HOW TO COMPLETE THIS TASK:
Within the data below, find the string "family" and return each line where it occurs.

SUPPLIED MATERIAL:
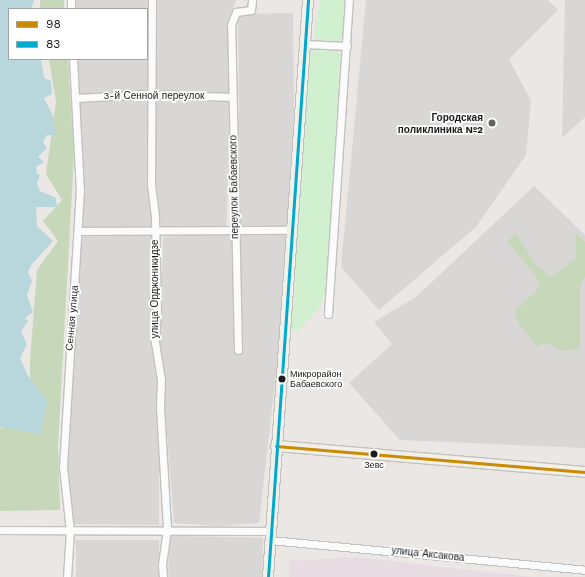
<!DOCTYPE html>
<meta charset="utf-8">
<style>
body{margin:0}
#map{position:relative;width:585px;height:577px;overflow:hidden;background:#eae7e4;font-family:"Work Sans",sans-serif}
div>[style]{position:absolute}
.residential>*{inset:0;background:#d9d7d5;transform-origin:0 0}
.industrial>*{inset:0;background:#e8dce3}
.forest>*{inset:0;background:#c6d8b9;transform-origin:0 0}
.park>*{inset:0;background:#d1f0cf}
.water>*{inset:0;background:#b8d7dd}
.roads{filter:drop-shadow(1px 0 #c2c1c0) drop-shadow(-1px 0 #c2c1c0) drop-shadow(0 1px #c2c1c0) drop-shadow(0 -1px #c2c1c0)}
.minor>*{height:7px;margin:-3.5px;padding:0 3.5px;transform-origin:3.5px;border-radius:3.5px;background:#fcfbfb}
.secondary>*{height:10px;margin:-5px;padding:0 5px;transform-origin:5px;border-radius:5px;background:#f2f1e9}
.bus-1>*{height:3px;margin:-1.5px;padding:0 1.5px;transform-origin:1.5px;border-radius:1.5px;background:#cb8a05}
.bus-2>*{height:3px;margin:-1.5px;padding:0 1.5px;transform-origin:1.5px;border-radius:1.5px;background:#00a9ce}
.dots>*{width:11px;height:11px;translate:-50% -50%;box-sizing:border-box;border:2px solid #fff;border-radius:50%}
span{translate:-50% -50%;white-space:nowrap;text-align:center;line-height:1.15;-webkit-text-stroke:3.5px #fff;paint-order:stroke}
.bus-label{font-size:9px;color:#1b1b1b}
.left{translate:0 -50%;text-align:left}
.street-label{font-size:10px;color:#1b1b1b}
.poi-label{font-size:10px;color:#1b1b1b;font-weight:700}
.right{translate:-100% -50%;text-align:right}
.legend{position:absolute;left:8px;top:8px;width:140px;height:52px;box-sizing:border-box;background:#fff;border:1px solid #a4a4a4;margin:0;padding:5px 7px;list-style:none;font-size:12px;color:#1b1b1b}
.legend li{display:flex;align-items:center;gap:8px;height:20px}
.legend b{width:20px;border:1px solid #a4a4a4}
</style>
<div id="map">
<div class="residential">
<div style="clip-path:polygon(73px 0,150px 0,150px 93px,79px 96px,75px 59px,147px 59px,147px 9px,73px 9px)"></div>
<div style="clip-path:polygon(156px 0,236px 0,229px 20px,231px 94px,154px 93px)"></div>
<div style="clip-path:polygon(366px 0,548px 0,558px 10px,509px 59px,531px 101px,526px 155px,476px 227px,379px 310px,341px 267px)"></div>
<div style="clip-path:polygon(565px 0,585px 0,585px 117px,562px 138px)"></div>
<div style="clip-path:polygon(293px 13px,294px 118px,290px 227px,235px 227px,239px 101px,238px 14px)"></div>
<div style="left:153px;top:96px;width:78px;height:134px;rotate:2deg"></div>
<div style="clip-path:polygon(149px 97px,153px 230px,80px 229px,82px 156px,78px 100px)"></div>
<div style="clip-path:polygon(534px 186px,585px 235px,585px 448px,400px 440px,349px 383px,392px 344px,374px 322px,416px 297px)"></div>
<div style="clip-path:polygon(80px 233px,153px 233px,159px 381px,159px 525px,72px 524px,66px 463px)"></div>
<div style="clip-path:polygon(231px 234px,235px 288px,235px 354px,241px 353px,240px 234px,287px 235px,276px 374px,259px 523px,217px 526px,174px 523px,160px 344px,163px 237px)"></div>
<div style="left:169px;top:536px;width:94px;height:41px;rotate:1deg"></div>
<div style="left:76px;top:540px;width:83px;height:37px"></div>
</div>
<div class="industrial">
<div style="clip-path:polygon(356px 557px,531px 577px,289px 577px,290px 561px)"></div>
</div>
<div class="forest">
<div style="left:40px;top:0;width:24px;height:9px"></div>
<div style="clip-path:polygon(49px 59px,68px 59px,74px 155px,58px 445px,60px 510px,0 511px,0 423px,1px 429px,30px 407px,30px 360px,37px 270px,58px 241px,43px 221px,62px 200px,46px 174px,56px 102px)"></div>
<div style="clip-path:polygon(576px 233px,585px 242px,585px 277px,580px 285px,580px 349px,562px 351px,546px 343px,537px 347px,518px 322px,515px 310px,539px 288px,538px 279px,507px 241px,516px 234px,537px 266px,551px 277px,576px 258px)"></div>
</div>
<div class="park">
<div style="clip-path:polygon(321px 0,346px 0,343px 37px,337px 42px,315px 41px,315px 24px)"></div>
<div style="clip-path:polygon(315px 49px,338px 50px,343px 60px,326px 292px,319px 308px,298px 331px,290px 330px,289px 323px,294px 305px,296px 271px,294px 259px,310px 53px)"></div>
</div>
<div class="water">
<div style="clip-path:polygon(0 0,34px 0,31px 9px,9px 9px,9px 59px,41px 59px,44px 78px,51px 81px,52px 94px,44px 98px,53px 116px,56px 135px,47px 135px,43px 142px,47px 148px,38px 157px,44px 162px,36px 167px,37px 174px,40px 175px,37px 183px,40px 191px,56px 198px,57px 207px,36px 207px,37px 226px,53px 241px,32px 264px,28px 272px,32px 281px,27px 295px,33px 312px,25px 318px,28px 321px,21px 331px,27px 344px,20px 358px,28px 376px,47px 400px,41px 434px,0 427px)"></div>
</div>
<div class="roads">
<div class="minor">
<div style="left:152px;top:0;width:184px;rotate:90.3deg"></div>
<div style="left:151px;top:184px;width:33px;rotate:83deg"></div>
<div style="left:155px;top:217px;width:94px;rotate:88.8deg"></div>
<div style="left:157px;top:311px;width:31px;rotate:94deg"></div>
<div style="left:155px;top:342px;width:37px;rotate:81deg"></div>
<div style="left:161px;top:379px;width:28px;rotate:92deg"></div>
<div style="left:160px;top:407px;width:122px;rotate:86.7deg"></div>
<div style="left:167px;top:529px;width:36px;rotate:98deg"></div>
<div style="left:162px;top:565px;width:12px;rotate:85deg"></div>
<div style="left:71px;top:9px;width:9px;rotate:-90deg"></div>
<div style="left:305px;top:44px;width:42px;rotate:2.7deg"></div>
<div style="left:76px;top:98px;width:75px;rotate:-3.1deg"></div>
<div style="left:151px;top:94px;width:81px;rotate:2.1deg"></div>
<div style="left:79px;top:231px;width:213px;rotate:-0.3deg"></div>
<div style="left:328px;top:314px;width:315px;rotate:-86.2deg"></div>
<div style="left:238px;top:350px;width:325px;rotate:-91.2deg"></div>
<div style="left:231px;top:25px;width:14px;rotate:-69deg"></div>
<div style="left:236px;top:12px;width:15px;rotate:-8deg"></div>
<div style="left:251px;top:10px;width:10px;rotate:-84deg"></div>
<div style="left:0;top:530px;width:271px;rotate:0.2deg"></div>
<div style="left:270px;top:540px;width:316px;rotate:5.4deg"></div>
<div style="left:67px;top:577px;width:46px;rotate:-86.3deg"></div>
<div style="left:70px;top:531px;width:64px;rotate:-96.2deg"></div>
<div style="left:63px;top:467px;width:276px;rotate:-86.5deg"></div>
<div style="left:80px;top:192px;width:133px;rotate:-93deg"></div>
</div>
<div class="secondary">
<div style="left:276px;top:446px;width:310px;rotate:4.8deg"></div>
<div style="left:268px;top:577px;width:578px;rotate:-86.03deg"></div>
</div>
</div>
<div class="bus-1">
<div style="left:276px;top:446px;width:310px;rotate:4.8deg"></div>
</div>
<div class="bus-2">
<div style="left:268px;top:577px;width:578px;rotate:-86.03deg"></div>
</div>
<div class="dots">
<div style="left:492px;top:123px;background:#636261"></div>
<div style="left:282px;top:379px;background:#1b1b1b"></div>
<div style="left:374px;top:454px;background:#1b1b1b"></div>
</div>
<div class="bus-label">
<span class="left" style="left:290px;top:379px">Микрорайон<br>Бабаевского</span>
<span style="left:374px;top:465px">Зевс</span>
</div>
<div class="street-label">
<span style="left:154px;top:96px">3-й Сенной переулок</span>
<span style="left:234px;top:187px;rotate:-91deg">переулок Бабаевского</span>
<span style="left:155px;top:289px;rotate:-90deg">улица Орджоникидзе</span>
<span style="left:72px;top:318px;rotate:-85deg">Сенная улица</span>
<span style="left:428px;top:554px;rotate:6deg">улица Аксакова</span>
</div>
<div class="poi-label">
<span class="right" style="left:483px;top:123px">Городская<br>поликлиника №2</span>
</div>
<ul class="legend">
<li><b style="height:5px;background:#cb8a05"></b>98</li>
<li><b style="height:5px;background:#00a9ce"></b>83</li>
</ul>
</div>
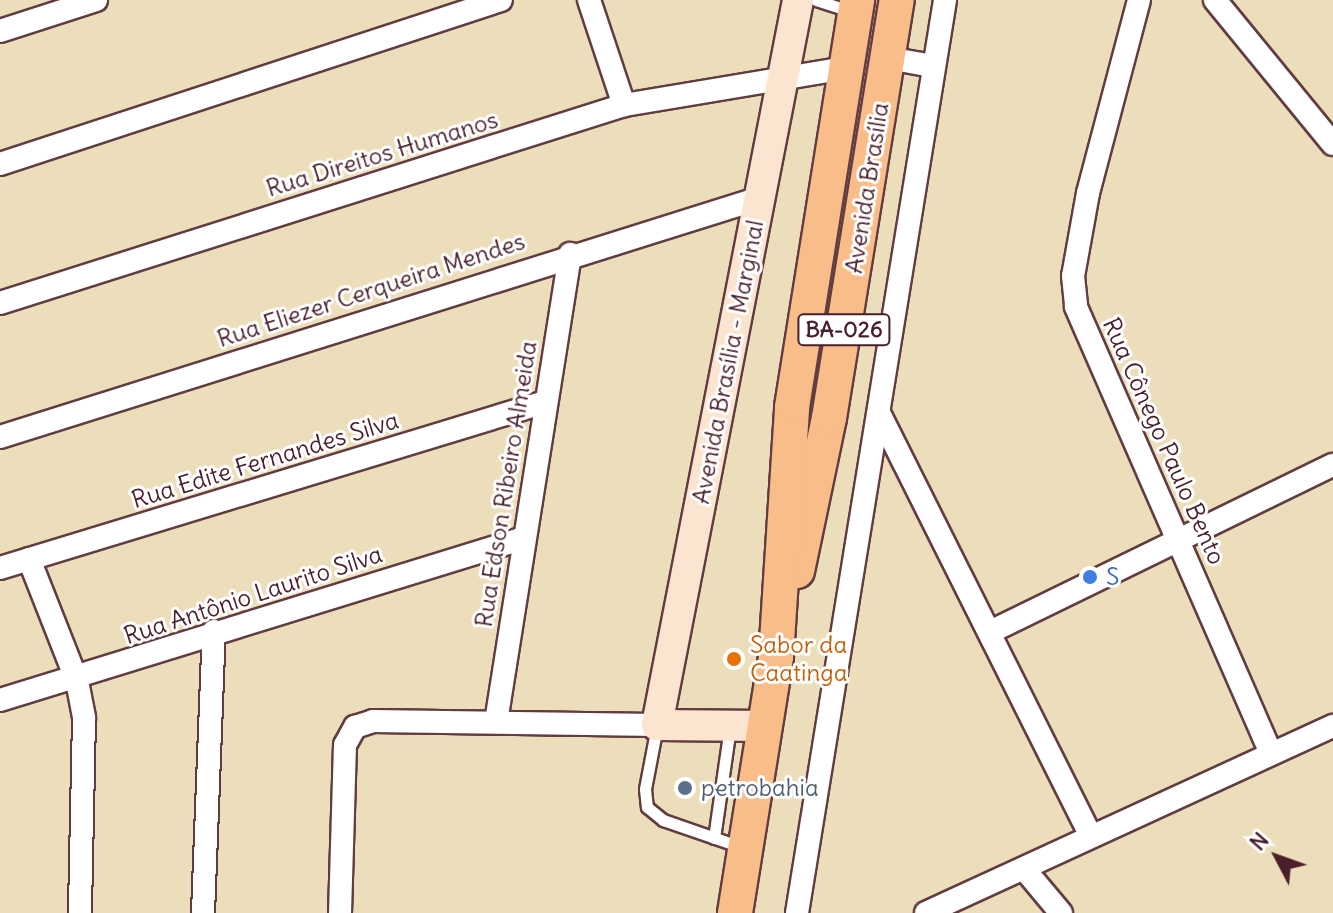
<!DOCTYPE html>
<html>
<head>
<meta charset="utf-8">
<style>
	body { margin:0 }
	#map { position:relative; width:1333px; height:913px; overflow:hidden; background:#eddebb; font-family:Delius,sans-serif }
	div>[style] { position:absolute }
	.roads { filter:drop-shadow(2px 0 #623c41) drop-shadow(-2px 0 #623c41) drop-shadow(0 2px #623c41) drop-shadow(0 -2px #623c41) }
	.lane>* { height:11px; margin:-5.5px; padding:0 5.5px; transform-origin:5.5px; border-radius:5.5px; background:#fff }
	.street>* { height:22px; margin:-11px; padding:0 11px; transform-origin:11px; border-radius:11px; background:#fff }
	.secondary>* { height:30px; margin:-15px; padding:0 15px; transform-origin:15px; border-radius:15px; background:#fce5d0 }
	.primary>* { height:34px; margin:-17px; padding:0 17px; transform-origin:17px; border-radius:17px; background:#f8bd89 }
	.dots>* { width:22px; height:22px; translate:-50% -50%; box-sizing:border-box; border:4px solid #fff; border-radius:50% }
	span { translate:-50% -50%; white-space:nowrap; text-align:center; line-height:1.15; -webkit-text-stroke:6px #fff; paint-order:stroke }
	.shield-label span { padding:2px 6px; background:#fff; border:2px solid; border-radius:6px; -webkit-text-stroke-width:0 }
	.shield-label { font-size:22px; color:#4a1f2b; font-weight:700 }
	.street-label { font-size:24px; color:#4a1f2b }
	.shop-label { font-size:24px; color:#366cbe }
	.left { translate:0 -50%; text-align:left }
	.food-label { font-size:24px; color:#c56008 }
	.service-label { font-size:24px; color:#4e5e75 }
	.north { position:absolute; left:1237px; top:817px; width:80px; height:80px; -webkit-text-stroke:6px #fff; paint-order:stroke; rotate:311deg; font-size:22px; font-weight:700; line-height:32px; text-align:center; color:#4a1f2b }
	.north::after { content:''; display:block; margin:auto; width:28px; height:36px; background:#4a1f2b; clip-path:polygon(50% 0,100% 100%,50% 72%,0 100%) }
</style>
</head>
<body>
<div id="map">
	<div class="roads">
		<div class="lane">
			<div style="left:816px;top:0;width:36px;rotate:18deg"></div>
			<div style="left:657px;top:726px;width:64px;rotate:100.8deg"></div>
			<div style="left:645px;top:789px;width:18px;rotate:84deg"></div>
			<div style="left:647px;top:807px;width:21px;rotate:39deg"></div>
			<div style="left:663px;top:820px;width:83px;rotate:19.1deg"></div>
			<div style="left:714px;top:838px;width:112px;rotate:-81.8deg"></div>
		</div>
		<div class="street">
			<div style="left:589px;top:0;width:111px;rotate:71.6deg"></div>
			<div style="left:1139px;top:0;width:200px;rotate:104.8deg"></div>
			<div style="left:1088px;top:193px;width:84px;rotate:100.2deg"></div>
			<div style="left:1073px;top:276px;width:31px;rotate:84deg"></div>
			<div style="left:1076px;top:307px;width:487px;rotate:66.4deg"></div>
			<div style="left:1215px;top:0;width:186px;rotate:50.7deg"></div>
			<div style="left:0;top:31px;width:101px;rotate:-17.9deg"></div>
			<div style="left:888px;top:58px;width:46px;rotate:10.1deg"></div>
			<div style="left:0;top:164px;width:527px;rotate:-18.13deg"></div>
			<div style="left:0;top:303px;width:655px;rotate:-17.6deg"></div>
			<div style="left:624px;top:105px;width:225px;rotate:-9.5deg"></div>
			<div style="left:879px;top:413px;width:472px;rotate:63.4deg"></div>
			<div style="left:0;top:437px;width:797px;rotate:-17.46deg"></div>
			<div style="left:29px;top:559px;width:131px;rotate:68.5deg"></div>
			<div style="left:77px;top:681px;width:38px;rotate:79deg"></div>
			<div style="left:84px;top:718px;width:195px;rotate:91.2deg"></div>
			<div style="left:0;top:568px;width:570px;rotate:-16.94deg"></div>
			<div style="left:990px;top:632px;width:381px;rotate:-26deg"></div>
			<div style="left:0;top:700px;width:545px;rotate:-17.17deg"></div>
			<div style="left:496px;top:722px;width:474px;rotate:-81deg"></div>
			<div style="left:1025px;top:870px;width:56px;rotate:50.1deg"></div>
			<div style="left:203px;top:913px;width:282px;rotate:-87.8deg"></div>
			<div style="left:340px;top:913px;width:168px;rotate:-88.3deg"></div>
			<div style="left:345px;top:745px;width:21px;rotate:-61deg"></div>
			<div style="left:355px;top:727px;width:19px;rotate:-18deg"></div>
			<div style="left:373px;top:721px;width:284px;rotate:0.8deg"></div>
			<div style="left:797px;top:913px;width:925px;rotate:-80.79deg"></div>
			<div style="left:926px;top:913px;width:448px;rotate:-24.7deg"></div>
		</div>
		<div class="secondary">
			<div style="left:766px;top:726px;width:109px;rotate:-179.5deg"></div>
			<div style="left:657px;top:725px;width:739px;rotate:-78.99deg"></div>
		</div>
		<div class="primary">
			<div style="left:797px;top:571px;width:156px;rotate:-78.2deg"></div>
			<div style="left:829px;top:418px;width:423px;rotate:-80.8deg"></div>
			<div style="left:735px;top:913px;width:259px;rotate:-80.9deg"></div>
			<div style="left:776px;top:657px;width:251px;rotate:-86.3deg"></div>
			<div style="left:792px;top:407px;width:412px;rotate:-80.9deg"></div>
		</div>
	</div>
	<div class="dots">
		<div style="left:1090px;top:577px;background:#3f7fe0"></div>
		<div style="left:734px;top:659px;background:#e8710a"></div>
		<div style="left:685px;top:788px;background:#5c6f8a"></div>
	</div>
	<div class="shield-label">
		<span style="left:844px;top:330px">BA-026</span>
	</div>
	<div class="street-label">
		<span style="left:382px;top:154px;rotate:-17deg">Rua Direitos Humanos</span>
		<span style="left:867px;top:188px;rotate:-81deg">Avenida Brasília</span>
		<span style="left:371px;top:290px;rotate:-18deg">Rua Eliezer Cerqueira Mendes</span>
		<span style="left:728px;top:362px;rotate:-79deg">Avenida Brasília - Marginal</span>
		<span style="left:1164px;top:441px;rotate:66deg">Rua Cônego Paulo Bento</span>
		<span style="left:265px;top:460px;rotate:-17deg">Rua Edite Fernandes Silva</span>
		<span style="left:506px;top:484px;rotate:-81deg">Rua Edson Ribeiro Almeida</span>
		<span style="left:253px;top:595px;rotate:-18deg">Rua Antônio Laurito Silva</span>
	</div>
	<div class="shop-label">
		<span class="left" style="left:1106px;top:577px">S</span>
	</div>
	<div class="food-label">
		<span class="left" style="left:750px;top:659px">Sabor da<br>Caatinga</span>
	</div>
	<div class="service-label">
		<span class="left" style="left:701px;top:788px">petrobahia</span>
	</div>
	<div class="north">N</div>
</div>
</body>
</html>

ANSWER SPACE:
#map{position:relative;width:585px;height:577px;overflow:hidden;background:#eae7e4;font-family:"Work Sans",sans-serif}
	#map { position:relative; width:1333px; height:913px; overflow:hidden; background:#eddebb; font-family:Delius,sans-serif }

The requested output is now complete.